EXERCISE DESCRIPTION → Show all lines of the entries in which the word "null" is found.

*** Opening AVAILABLE DATA ***

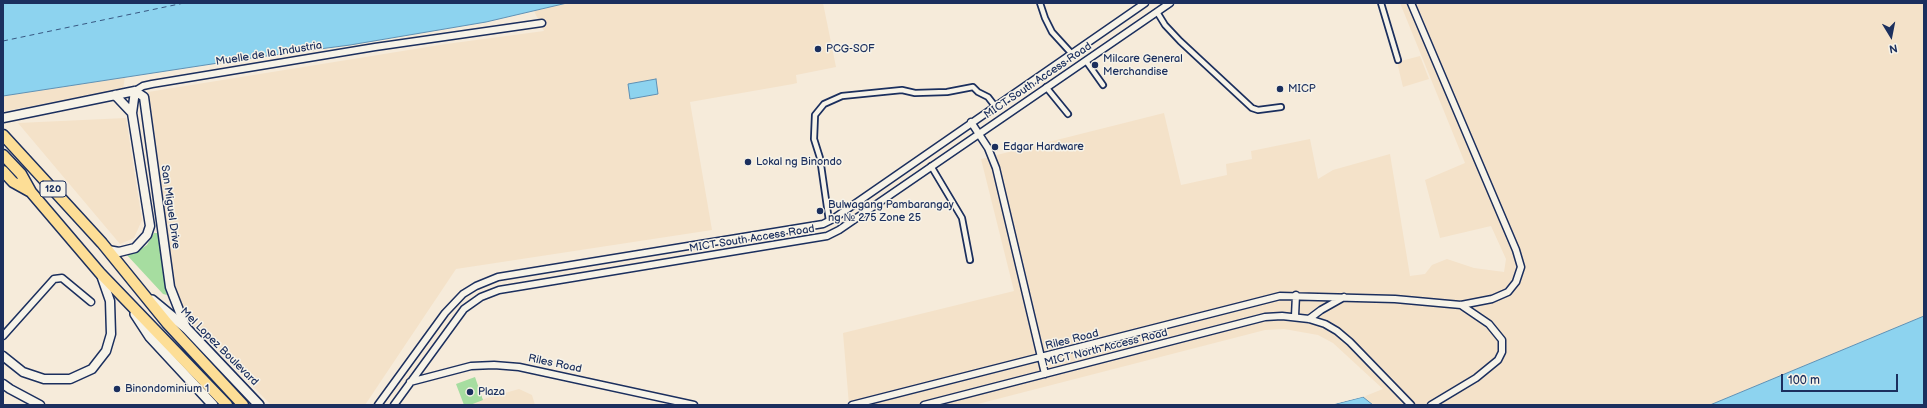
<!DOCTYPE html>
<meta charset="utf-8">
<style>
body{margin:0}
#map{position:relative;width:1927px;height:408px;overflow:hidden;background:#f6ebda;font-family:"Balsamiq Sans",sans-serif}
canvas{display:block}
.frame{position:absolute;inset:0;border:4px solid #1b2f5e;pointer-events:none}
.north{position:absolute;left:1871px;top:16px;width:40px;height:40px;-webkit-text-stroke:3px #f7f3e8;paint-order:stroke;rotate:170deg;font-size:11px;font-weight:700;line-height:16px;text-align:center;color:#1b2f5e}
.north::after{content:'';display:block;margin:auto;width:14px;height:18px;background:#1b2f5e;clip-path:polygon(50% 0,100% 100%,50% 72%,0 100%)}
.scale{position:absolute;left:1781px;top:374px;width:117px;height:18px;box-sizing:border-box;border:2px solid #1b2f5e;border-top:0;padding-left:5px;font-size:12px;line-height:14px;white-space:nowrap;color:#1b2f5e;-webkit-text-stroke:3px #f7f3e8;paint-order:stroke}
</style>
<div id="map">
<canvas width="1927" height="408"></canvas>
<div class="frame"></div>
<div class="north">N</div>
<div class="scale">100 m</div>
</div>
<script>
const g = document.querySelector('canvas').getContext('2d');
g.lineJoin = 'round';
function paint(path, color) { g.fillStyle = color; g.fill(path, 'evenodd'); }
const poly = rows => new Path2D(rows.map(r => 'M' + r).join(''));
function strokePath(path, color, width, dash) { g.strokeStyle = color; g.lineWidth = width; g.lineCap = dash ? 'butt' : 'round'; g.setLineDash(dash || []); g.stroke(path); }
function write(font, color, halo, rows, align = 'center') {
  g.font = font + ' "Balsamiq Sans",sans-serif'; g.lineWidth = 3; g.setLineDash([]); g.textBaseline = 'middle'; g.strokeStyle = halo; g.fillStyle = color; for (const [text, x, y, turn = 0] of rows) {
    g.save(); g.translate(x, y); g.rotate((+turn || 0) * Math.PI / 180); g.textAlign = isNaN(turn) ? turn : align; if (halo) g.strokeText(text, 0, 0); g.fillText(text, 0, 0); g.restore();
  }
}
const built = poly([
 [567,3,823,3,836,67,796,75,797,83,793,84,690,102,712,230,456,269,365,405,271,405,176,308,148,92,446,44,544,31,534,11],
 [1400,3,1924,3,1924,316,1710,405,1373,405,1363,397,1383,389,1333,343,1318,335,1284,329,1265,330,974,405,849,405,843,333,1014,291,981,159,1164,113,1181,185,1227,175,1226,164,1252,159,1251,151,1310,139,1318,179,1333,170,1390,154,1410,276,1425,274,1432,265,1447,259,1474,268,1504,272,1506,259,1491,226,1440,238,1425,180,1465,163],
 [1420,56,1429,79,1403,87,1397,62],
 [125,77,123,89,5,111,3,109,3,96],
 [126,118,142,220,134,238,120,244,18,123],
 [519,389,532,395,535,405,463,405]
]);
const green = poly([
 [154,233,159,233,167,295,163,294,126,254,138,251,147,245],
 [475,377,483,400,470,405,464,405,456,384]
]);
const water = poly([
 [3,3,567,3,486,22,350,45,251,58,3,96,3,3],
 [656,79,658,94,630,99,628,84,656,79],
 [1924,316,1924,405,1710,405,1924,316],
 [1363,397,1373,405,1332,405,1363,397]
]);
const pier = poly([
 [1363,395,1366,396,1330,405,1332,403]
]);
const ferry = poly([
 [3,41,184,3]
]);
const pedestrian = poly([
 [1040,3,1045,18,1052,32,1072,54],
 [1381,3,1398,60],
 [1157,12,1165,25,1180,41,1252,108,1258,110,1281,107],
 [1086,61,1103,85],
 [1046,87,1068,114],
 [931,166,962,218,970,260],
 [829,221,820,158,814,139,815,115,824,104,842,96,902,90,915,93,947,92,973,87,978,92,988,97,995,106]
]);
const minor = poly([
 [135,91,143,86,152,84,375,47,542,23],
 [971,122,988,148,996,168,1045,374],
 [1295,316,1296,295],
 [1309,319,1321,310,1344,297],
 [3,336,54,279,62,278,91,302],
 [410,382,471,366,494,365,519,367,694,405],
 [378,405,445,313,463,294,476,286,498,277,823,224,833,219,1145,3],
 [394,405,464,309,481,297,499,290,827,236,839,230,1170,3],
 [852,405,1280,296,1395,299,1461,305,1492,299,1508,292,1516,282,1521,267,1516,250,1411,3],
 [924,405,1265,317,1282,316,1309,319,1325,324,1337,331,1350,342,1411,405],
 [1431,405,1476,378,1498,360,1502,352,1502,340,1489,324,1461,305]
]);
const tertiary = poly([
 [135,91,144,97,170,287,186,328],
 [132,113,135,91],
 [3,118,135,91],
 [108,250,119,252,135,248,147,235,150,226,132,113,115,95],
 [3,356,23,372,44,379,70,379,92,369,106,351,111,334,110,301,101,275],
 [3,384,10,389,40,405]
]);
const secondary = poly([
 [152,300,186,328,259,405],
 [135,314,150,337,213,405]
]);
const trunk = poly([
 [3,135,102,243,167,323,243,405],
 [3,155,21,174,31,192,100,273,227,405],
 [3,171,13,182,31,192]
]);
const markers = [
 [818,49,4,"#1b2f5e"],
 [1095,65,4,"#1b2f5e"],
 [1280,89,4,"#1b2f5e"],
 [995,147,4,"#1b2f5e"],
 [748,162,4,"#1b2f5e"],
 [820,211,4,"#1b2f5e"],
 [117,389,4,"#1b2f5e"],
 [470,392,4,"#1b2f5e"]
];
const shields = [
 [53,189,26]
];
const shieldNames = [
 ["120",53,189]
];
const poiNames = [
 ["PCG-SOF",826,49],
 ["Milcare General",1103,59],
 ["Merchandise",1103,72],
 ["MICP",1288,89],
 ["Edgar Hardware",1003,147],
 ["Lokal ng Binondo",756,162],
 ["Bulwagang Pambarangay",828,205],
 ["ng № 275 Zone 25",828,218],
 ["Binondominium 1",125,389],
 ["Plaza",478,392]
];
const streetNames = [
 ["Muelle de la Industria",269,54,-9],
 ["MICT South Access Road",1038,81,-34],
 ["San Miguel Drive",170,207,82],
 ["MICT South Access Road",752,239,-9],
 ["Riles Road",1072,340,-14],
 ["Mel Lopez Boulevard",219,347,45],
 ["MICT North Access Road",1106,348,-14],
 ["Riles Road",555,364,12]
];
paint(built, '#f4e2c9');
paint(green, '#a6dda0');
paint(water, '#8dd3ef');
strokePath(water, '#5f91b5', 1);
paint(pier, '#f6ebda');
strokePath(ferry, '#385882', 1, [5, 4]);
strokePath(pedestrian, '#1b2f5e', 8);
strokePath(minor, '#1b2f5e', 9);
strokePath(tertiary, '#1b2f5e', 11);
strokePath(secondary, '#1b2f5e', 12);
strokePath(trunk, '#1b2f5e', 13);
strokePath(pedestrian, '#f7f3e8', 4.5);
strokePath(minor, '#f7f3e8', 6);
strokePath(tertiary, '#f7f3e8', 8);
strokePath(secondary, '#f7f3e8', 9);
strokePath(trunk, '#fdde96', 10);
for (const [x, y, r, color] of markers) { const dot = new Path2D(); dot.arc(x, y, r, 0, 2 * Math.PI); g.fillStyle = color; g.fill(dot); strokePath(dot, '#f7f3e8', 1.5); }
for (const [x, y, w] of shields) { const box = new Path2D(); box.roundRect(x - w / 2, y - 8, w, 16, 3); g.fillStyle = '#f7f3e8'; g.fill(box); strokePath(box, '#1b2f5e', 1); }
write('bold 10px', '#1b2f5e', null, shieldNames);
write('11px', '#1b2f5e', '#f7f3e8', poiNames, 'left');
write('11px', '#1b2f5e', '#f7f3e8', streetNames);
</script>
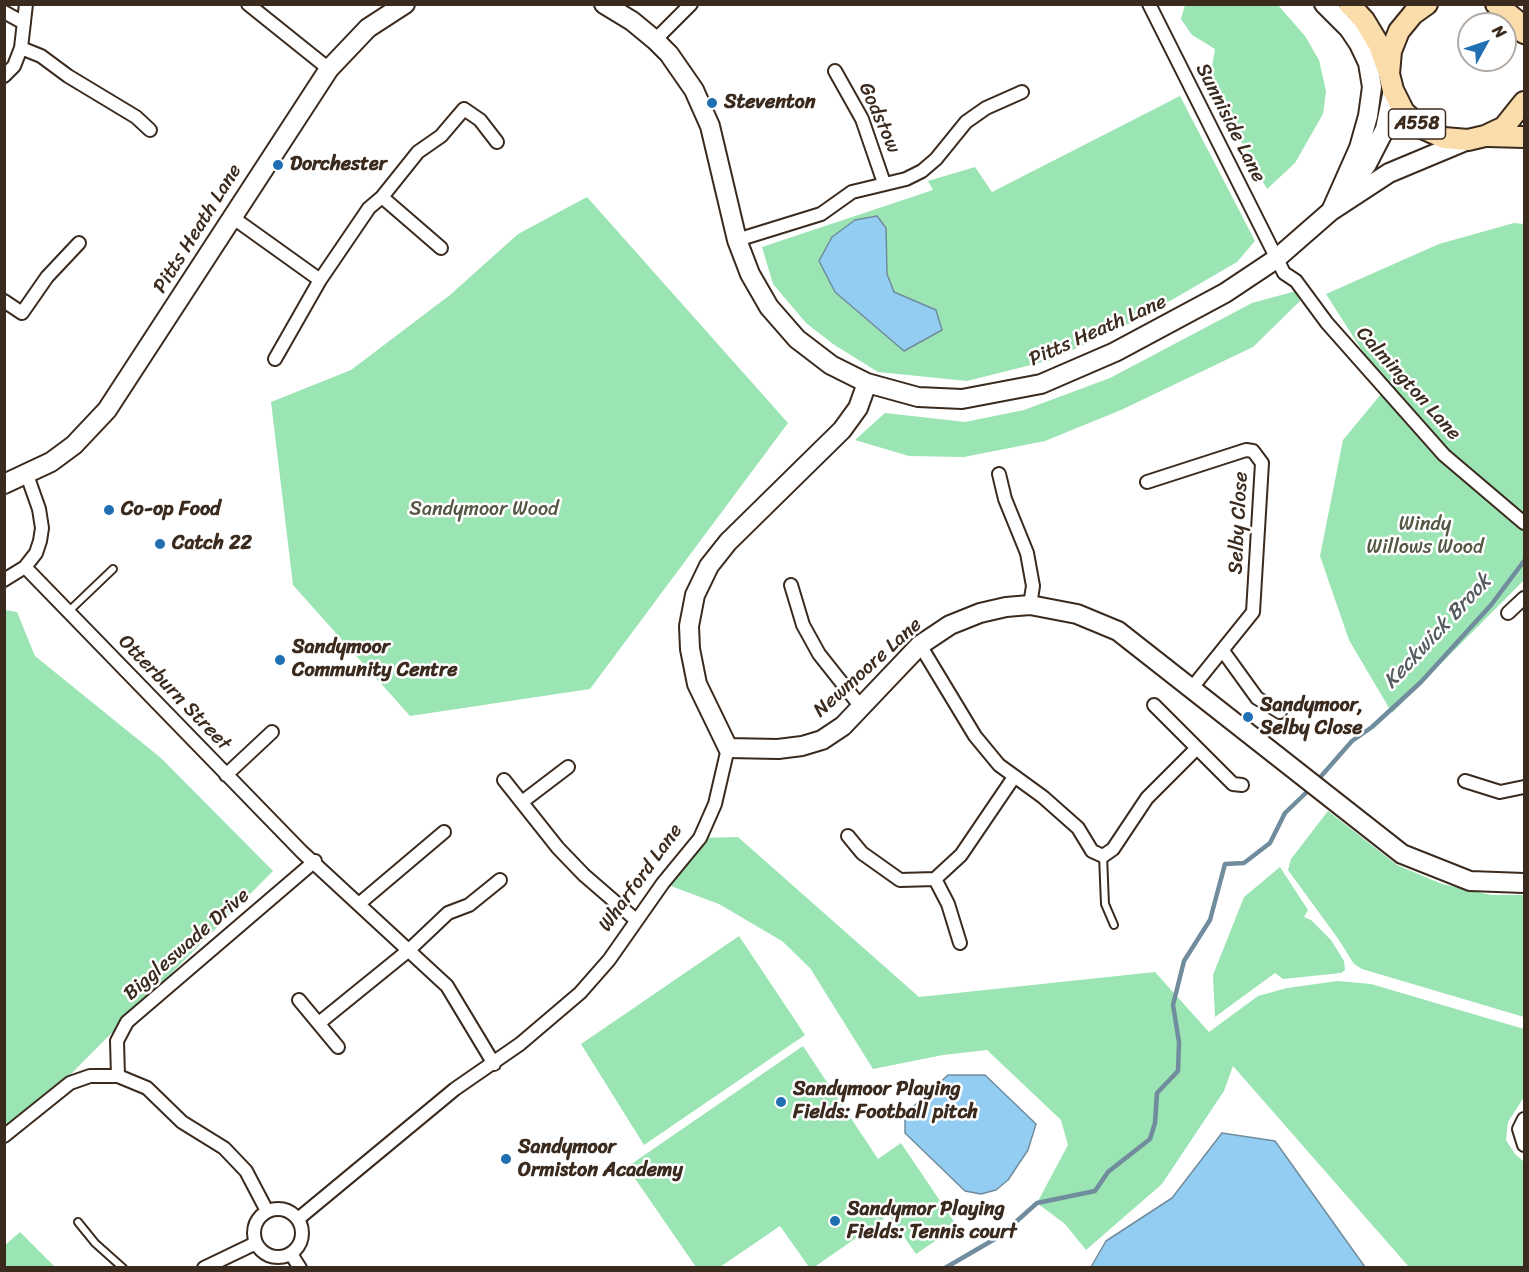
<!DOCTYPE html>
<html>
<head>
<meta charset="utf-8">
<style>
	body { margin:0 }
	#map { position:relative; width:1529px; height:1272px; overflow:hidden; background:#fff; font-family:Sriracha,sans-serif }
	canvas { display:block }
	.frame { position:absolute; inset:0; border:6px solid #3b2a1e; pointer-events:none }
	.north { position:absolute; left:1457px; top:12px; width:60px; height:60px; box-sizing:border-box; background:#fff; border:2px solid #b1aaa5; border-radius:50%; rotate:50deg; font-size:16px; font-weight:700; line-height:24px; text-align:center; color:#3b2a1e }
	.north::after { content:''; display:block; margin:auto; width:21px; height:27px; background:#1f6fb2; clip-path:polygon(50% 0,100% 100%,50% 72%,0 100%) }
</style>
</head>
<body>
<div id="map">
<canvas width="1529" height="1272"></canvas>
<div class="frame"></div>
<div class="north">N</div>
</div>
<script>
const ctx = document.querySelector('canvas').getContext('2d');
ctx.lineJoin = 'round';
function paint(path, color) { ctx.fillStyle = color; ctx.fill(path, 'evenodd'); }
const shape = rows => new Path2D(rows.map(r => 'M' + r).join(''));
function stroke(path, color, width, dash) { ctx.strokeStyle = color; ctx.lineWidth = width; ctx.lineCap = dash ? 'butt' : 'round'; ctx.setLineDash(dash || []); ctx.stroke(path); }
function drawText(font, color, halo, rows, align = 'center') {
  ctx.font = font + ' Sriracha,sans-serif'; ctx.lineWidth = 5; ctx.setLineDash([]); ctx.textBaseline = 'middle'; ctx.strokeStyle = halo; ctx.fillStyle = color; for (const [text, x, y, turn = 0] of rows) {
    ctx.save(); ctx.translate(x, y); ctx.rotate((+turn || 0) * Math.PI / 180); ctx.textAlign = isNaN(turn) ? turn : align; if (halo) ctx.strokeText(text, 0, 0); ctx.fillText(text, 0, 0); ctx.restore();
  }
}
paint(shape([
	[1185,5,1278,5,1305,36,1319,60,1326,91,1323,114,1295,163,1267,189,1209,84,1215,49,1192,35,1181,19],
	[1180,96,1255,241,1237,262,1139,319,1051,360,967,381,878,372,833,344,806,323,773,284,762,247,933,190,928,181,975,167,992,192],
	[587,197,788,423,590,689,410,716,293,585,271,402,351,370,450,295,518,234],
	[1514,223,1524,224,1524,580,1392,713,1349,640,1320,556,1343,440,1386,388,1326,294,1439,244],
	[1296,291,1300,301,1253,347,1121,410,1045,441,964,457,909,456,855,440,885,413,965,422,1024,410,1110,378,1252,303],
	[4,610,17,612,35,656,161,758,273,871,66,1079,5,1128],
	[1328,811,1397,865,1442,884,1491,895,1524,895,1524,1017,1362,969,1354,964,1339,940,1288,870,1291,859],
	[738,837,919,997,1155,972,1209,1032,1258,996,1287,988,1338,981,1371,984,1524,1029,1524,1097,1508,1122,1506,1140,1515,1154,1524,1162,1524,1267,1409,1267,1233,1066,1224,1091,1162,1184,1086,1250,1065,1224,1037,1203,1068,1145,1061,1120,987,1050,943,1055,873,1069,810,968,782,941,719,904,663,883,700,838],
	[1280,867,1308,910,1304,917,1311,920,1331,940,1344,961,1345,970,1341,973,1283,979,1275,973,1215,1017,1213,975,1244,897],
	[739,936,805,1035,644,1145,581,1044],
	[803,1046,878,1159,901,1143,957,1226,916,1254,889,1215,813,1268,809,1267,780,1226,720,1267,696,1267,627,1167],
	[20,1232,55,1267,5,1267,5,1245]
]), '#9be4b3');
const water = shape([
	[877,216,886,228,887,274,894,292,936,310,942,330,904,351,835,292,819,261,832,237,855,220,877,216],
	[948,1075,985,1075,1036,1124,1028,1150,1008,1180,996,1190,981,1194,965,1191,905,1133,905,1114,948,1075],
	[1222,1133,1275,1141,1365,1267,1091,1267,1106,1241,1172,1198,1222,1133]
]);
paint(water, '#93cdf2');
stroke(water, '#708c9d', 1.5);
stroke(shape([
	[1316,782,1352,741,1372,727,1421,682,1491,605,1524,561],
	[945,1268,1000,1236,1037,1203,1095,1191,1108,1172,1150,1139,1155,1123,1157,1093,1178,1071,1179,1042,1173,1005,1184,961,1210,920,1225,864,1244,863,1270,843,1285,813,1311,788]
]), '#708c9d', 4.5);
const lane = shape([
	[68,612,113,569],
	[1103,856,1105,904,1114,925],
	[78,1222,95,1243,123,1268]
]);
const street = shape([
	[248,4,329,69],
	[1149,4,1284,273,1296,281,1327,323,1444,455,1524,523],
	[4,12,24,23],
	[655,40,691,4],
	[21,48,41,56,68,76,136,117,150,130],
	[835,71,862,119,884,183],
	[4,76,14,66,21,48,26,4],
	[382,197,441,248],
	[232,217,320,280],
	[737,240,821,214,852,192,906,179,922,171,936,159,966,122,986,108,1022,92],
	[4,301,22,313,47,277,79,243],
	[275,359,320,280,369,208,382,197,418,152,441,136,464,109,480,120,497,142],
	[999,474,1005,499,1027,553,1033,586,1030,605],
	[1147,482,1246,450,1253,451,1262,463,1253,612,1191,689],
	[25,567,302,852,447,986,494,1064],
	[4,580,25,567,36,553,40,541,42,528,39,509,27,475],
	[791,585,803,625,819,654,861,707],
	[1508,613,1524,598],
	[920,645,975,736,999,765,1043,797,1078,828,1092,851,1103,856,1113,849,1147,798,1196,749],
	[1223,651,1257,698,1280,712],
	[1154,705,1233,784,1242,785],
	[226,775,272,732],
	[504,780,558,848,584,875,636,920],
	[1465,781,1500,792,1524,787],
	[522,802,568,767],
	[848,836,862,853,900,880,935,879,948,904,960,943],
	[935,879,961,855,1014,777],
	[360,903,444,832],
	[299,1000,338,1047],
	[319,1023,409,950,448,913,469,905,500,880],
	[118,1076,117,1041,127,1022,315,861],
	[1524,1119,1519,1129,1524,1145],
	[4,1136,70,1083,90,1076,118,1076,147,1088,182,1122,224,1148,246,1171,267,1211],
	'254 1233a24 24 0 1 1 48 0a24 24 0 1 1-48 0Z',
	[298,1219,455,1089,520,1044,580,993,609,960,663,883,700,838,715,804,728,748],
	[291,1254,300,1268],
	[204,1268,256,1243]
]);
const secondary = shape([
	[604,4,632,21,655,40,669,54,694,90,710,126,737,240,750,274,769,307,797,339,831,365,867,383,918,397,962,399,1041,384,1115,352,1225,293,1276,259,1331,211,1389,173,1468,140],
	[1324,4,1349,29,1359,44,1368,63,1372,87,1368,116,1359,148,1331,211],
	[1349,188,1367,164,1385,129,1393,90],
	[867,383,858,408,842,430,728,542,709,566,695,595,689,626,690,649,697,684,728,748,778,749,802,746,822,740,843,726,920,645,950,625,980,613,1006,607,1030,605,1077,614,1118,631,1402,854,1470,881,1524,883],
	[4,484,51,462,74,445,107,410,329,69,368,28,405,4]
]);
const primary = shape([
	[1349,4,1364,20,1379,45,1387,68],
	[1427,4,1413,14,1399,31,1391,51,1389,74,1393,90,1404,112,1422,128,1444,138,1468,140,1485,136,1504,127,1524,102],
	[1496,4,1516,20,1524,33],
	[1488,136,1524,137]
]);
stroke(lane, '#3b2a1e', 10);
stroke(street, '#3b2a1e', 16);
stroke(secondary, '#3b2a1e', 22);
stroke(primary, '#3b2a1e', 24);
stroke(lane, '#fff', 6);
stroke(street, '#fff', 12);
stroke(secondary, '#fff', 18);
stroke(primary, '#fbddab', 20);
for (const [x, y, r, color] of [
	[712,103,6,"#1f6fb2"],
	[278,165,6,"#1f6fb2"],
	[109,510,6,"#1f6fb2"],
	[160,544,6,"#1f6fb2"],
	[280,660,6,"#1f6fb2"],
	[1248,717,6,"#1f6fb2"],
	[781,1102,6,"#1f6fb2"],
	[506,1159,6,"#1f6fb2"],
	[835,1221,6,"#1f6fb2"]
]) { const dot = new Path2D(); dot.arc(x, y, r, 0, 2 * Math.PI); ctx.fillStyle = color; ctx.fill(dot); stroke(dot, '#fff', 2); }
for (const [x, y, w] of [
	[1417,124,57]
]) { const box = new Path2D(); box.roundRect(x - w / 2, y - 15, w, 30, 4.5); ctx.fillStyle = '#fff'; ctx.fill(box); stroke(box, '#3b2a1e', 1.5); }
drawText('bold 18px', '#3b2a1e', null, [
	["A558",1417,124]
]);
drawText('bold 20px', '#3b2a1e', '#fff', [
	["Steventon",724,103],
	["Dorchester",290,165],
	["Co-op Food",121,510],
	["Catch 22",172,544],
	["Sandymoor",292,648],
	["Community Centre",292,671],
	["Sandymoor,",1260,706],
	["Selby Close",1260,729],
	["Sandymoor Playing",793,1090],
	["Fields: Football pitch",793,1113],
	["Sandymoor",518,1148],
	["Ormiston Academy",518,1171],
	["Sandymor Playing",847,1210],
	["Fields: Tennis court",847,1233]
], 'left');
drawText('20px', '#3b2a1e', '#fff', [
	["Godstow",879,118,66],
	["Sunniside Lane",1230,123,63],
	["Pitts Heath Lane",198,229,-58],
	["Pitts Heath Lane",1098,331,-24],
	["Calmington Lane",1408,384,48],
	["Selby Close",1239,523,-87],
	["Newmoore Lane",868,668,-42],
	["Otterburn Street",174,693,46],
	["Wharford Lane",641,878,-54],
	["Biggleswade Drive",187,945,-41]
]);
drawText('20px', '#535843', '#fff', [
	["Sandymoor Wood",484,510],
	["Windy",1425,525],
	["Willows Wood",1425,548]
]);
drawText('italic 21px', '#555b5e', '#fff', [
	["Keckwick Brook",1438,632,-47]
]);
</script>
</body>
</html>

*** Closing AVAILABLE DATA ***

TASK OUTPUT →
write('bold 10px', '#1b2f5e', null, shieldNames);
drawText('bold 18px', '#3b2a1e', null, [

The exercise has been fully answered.